Collected data entries:

________________________

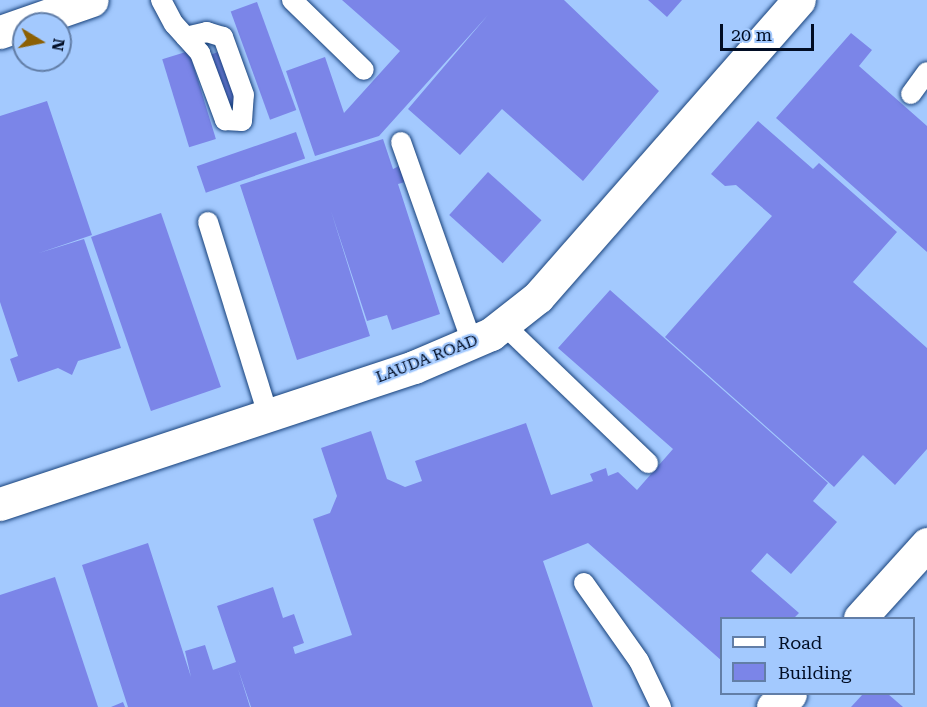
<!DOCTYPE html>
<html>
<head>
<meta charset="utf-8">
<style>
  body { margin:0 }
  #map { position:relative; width:927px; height:707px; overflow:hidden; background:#a3c9fe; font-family:"Roboto Serif",serif }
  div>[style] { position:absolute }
  .building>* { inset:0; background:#7b85e8; transform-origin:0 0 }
  .roads { filter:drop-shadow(0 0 2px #17417a) drop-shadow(0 0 2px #17417a) }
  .lane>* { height:20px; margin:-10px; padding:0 10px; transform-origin:10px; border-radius:10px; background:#fff }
  .street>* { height:33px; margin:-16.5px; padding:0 16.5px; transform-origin:16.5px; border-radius:16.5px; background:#fff }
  span { translate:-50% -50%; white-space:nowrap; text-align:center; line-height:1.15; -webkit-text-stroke:4.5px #a3c9fe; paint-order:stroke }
  .street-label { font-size:16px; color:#010d24 }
  .legend { position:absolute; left:720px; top:617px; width:195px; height:78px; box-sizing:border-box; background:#a3c9fe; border:2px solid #627ea7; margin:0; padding:8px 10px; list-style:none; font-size:18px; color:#010d24 }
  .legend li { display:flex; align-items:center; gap:12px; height:30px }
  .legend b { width:30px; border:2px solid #627ea7 }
  .north { position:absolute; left:12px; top:12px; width:60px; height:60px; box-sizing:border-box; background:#a3c9fe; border:2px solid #627ea7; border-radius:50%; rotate:100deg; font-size:16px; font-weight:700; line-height:24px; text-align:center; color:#010d24 }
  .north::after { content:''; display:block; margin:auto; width:21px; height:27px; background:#8c6004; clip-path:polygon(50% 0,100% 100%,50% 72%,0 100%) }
  .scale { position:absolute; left:720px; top:24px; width:94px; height:27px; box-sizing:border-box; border:3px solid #010d24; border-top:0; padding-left:8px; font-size:18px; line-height:21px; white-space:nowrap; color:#010d24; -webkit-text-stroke:4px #a3c9fe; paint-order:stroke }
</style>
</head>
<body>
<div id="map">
  <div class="building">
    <i style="clip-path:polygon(342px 0,564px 0,659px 91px,583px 181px,502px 109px,460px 155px,408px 109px,488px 15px,379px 136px,315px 156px,286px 71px,325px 57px,344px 113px,400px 51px)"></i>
    <i style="clip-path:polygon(648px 0,682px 0,667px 17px)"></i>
    <i style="left:257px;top:2px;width:115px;height:28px;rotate:70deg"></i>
    <i style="clip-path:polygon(851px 33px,872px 50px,859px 66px,927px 126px,927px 252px,776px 118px)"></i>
    <i style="left:189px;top:51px;width:92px;height:28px;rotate:73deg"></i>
    <i style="left:221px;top:51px;width:58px;height:12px;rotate:71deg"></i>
    <i style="clip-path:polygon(47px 101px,92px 235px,39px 253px,84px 239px,121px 348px,78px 361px,72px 375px,58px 368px,18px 382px,10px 359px,18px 356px,0 302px,0 116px)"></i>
    <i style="clip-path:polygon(758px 121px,813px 169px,819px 163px,897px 232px,853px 282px,927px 348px,927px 449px,895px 485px,863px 455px,834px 487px,665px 337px,772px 216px,736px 185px,725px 186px,711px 174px)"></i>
    <i style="left:296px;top:132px;width:28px;height:105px;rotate:71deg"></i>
    <i style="clip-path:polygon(383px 139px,393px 169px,399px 166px,405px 182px,398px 184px,440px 314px,392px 330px,387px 315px,367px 321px,331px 211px,370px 336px,297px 360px,240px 185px)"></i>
    <i style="left:488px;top:172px;width:72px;height:58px;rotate:42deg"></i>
    <i style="left:161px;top:213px;width:184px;height:74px;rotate:71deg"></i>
    <i style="clip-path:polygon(610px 290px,828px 483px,813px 501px,837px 522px,791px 574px,767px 553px,751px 571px,799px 613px,794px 618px,722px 618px,722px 661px,588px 543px,543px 561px,593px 707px,251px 707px,238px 669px,250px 707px,128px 707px,82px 565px,148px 543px,191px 677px,185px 651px,205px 645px,213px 670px,236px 662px,217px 606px,273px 587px,283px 618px,294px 614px,304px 643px,293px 647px,295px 654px,352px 635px,313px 519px,330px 513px,337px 496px,321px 448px,371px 431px,387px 479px,405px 487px,422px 481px,415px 461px,526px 423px,551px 495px,593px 481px,590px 474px,606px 468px,608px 476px,618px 472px,637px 490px,673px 449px,558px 348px)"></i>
    <i style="clip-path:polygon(55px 577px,98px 707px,0 707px,0 595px)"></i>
    <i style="clip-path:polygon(863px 694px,888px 694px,903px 707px,851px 707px)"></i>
    <i style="clip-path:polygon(123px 702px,125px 707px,111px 707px)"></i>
  </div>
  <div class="roads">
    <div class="lane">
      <i style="left:161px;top:0;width:27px;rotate:62deg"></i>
      <i style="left:174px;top:24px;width:39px;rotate:48deg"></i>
      <i style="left:200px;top:53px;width:72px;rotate:69.5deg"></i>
      <i style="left:225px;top:120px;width:17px;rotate:3deg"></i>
      <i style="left:242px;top:121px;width:26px;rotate:-86deg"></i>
      <i style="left:244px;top:95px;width:62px;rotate:-109.9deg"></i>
      <i style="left:223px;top:37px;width:17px;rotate:-163deg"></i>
      <i style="left:207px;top:32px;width:22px;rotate:167deg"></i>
      <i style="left:292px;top:0;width:100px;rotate:44.2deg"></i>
      <i style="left:911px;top:94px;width:27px;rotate:-54deg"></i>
      <i style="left:401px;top:142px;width:213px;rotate:70.5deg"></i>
      <i style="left:208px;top:222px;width:202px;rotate:72.7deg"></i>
      <i style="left:503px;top:324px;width:201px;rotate:43.8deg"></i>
      <i style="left:584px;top:583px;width:95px;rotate:54.8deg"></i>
      <i style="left:639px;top:661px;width:51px;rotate:64.4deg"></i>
    </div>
    <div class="street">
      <i style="left:0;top:32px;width:97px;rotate:-19.2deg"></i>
      <i style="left:0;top:504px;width:436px;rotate:-18.3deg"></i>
      <i style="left:414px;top:367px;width:84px;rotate:-23.2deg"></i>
      <i style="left:491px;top:334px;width:60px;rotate:-38.2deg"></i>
      <i style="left:538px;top:297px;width:395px;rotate:-48.7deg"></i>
      <i style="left:860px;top:618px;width:100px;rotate:-47.8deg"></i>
      <i style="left:773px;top:707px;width:21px;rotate:-37deg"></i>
    </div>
  </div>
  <div class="street-label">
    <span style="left:427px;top:359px;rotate:-21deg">LAUDA ROAD</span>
  </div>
  <ul class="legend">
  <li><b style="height:8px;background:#fff"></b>Road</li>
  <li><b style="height:16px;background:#7b85e8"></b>Building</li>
  </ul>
  <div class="north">N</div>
  <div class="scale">20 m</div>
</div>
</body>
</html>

________________________

**ACTIVITY**
Provide the lines again, unchanged, from where the data above begins through the line containing "filter:drop-shadow(0 0 2px", both ends included, omitting pictures and adding nothing.

**ANSWER TO THIS EXERCISE**
<!DOCTYPE html>
<html>
<head>
<meta charset="utf-8">
<style>
  body { margin:0 }
  #map { position:relative; width:927px; height:707px; overflow:hidden; background:#a3c9fe; font-family:"Roboto Serif",serif }
  div>[style] { position:absolute }
  .building>* { inset:0; background:#7b85e8; transform-origin:0 0 }
  .roads { filter:drop-shadow(0 0 2px #17417a) drop-shadow(0 0 2px #17417a) }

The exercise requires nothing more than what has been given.